There are a lot of sources of information, different ones will be available to different researchers, and all are snapshots of reality with limitations. Tools exist for evaluating literature critically, which can also provide ideas for critical thought in discussions with experts. Sensitivity analysis using different sets of independent variables is underused in regression-based research, providing a solution where uncertainty remains about causal diagram structure. And datasets can be merged to fill in gaps where data on variables are missing, described in the Rehfuess et al. paper cited in the link posted above.

Model specification is a vexing challenge, even to Nobel Prize winners, whose papers provide useful insights. James Heckmann wrote a paper in 1999 titled ‘Causal parameters and policy analysis in economics: A twentieth century retrospective’.
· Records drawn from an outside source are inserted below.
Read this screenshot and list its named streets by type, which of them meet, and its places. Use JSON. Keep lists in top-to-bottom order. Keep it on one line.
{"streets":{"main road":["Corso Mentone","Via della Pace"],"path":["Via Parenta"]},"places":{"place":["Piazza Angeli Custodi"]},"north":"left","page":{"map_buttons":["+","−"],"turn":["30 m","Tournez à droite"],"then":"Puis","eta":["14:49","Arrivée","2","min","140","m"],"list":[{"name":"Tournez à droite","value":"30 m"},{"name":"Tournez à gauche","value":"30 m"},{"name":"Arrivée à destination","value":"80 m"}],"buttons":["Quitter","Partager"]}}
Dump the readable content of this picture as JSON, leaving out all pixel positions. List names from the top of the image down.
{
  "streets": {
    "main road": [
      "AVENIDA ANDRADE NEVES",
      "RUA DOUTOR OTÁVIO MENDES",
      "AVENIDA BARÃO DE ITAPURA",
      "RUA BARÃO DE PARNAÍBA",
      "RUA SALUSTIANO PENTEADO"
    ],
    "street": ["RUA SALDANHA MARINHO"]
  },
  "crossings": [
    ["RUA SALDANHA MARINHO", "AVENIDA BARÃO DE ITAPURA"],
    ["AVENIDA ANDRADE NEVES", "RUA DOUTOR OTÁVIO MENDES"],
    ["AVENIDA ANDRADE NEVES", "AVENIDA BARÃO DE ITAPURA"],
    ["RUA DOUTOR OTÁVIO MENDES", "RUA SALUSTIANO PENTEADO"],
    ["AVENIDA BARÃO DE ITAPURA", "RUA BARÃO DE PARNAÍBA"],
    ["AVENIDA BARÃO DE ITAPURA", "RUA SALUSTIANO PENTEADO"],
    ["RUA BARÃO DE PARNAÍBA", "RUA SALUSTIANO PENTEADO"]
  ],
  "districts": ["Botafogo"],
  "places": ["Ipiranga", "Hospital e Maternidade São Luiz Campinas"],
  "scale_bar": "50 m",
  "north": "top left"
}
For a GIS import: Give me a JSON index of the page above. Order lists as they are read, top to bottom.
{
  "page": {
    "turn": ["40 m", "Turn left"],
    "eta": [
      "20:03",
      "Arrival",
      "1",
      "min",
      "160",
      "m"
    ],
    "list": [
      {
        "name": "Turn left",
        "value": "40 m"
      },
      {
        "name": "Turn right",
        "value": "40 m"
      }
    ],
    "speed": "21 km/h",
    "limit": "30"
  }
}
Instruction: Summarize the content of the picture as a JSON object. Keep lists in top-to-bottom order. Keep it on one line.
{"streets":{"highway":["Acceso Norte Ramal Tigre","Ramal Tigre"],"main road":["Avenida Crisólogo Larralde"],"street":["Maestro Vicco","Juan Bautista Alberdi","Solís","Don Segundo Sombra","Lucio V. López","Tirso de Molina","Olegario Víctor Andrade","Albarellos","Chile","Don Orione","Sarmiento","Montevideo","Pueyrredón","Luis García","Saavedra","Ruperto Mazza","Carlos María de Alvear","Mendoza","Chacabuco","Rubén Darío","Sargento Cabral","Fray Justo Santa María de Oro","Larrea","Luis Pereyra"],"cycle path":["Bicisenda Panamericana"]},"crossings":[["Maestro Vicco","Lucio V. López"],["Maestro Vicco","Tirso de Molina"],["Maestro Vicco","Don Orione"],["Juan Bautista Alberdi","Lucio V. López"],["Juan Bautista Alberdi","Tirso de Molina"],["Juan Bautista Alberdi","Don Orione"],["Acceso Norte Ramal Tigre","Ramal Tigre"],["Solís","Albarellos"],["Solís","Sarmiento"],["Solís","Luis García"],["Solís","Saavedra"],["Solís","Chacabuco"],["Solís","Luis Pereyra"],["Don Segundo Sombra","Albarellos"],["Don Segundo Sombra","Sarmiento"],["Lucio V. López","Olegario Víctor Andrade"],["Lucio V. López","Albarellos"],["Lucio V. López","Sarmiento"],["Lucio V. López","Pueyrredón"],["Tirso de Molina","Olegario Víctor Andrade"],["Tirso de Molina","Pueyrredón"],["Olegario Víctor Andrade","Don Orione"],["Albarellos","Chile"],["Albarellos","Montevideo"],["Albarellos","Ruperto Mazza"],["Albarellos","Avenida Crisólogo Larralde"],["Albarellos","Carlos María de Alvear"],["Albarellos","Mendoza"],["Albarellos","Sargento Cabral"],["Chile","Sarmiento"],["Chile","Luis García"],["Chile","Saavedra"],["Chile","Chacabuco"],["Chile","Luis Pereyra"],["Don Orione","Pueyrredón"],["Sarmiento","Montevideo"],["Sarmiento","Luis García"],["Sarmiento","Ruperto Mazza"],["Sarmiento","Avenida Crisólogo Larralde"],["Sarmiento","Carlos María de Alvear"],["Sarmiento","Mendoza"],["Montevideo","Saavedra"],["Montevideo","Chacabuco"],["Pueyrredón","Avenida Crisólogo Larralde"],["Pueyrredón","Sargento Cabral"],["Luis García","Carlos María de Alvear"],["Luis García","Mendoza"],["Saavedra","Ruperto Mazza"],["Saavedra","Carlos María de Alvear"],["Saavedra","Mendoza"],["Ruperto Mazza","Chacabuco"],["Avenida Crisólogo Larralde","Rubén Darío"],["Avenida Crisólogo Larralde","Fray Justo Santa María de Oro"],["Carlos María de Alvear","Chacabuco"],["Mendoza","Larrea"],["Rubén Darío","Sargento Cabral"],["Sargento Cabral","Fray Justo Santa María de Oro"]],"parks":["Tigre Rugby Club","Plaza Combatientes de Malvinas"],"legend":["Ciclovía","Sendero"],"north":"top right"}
I hope these ideas are helpful, that your research is going well, and appreciate any further ideas in addition to those people have posted in this thread already.


This 2005 paper by @Sander_Greenland should be required reading for anyone dealing with analysis of observational data.

Greenland, S. (2005), Multiple-bias modelling for analysis of observational data. Journal of the Royal Statistical Society: Series A (Statistics in Society), 168: 267-306. link

I’d describe it as a case study in Robust Bayesian Analysis.